→ **The task**
Exact transcript, pictures excluded: write out every record below.

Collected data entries
---*---

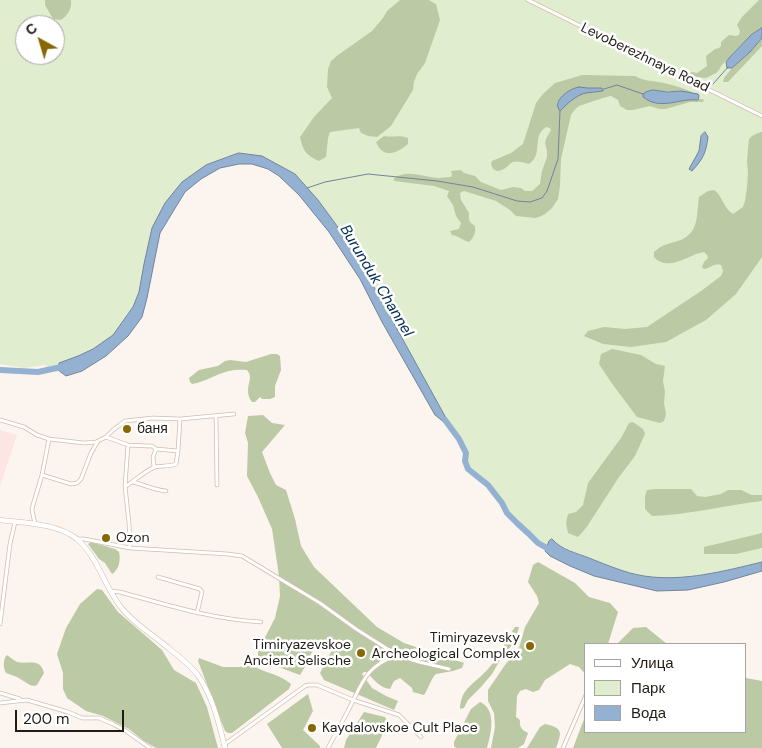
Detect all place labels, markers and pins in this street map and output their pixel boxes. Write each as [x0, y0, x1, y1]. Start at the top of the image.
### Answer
place label: баня [137, 421, 168, 437]
marker: баня [121, 423, 133, 435]
place label: Ozon [116, 530, 150, 546]
marker: Ozon [100, 532, 112, 544]
place label: Timiryazevsky Archeological Complex [371, 630, 520, 662]
place label: Timiryazevskoe Ancient Selische [244, 637, 351, 670]
marker: Timiryazevsky Archeological Complex [524, 640, 536, 652]
marker: Timiryazevskoe Ancient Selische [355, 647, 367, 659]
place label: Kaydalovskoe Cult Place [322, 720, 478, 736]
marker: Kaydalovskoe Cult Place [306, 722, 318, 734]

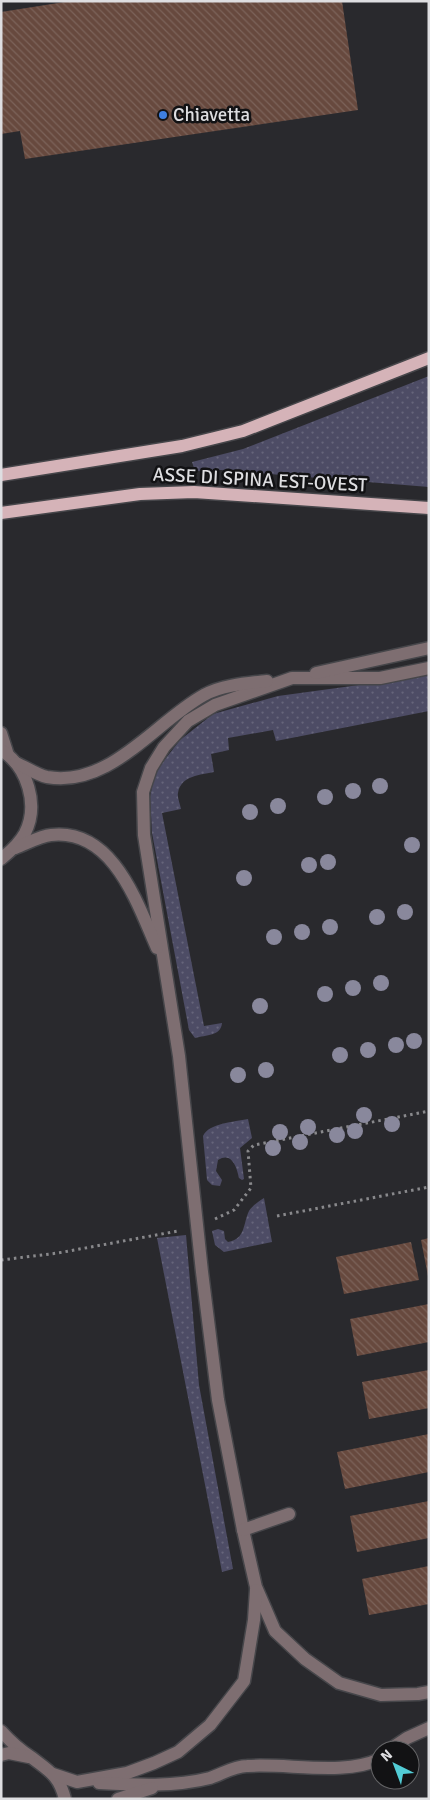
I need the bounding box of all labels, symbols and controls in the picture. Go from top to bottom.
place label: Chiavetta [173,103,250,127]
marker: Chiavetta [157,109,169,121]
street label: ASSE DI SPINA EST-OVEST [152,462,368,498]
north arrow [370,1740,420,1790]
text: N [377,1746,396,1765]

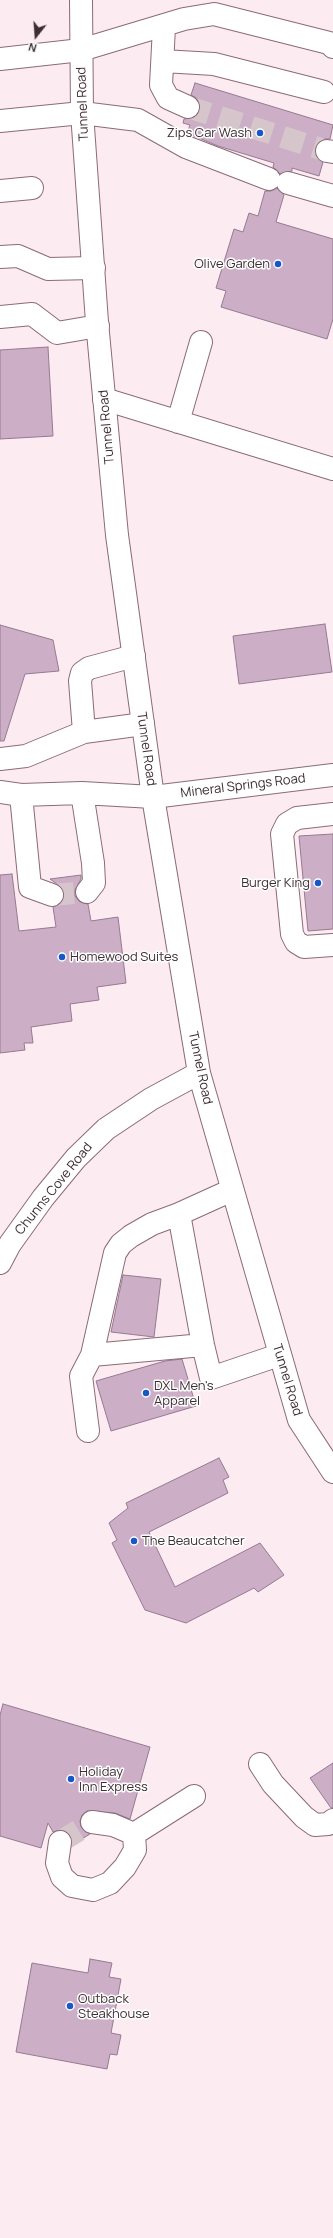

---*---

→ **Solution to this task**
Detect all place labels, markers and pins in this street map and output their pixel boxes. Write each as [x0, y0, x1, y1]. Start at the top of the image.
### Answer
place label: баня [137, 421, 168, 437]
marker: баня [121, 423, 133, 435]
place label: Ozon [116, 530, 150, 546]
marker: Ozon [100, 532, 112, 544]
place label: Timiryazevsky Archeological Complex [371, 630, 520, 662]
place label: Timiryazevskoe Ancient Selische [244, 637, 351, 670]
marker: Timiryazevsky Archeological Complex [524, 640, 536, 652]
marker: Timiryazevskoe Ancient Selische [355, 647, 367, 659]
place label: Kaydalovskoe Cult Place [322, 720, 478, 736]
marker: Kaydalovskoe Cult Place [306, 722, 318, 734]

I need the bounding box of all labels, symbols and controls in the picture. Go from top to bottom.
place label: Chiavetta [173,103,250,127]
marker: Chiavetta [157,109,169,121]
street label: ASSE DI SPINA EST-OVEST [152,462,368,498]
north arrow [370,1740,420,1790]
text: N [377,1746,396,1765]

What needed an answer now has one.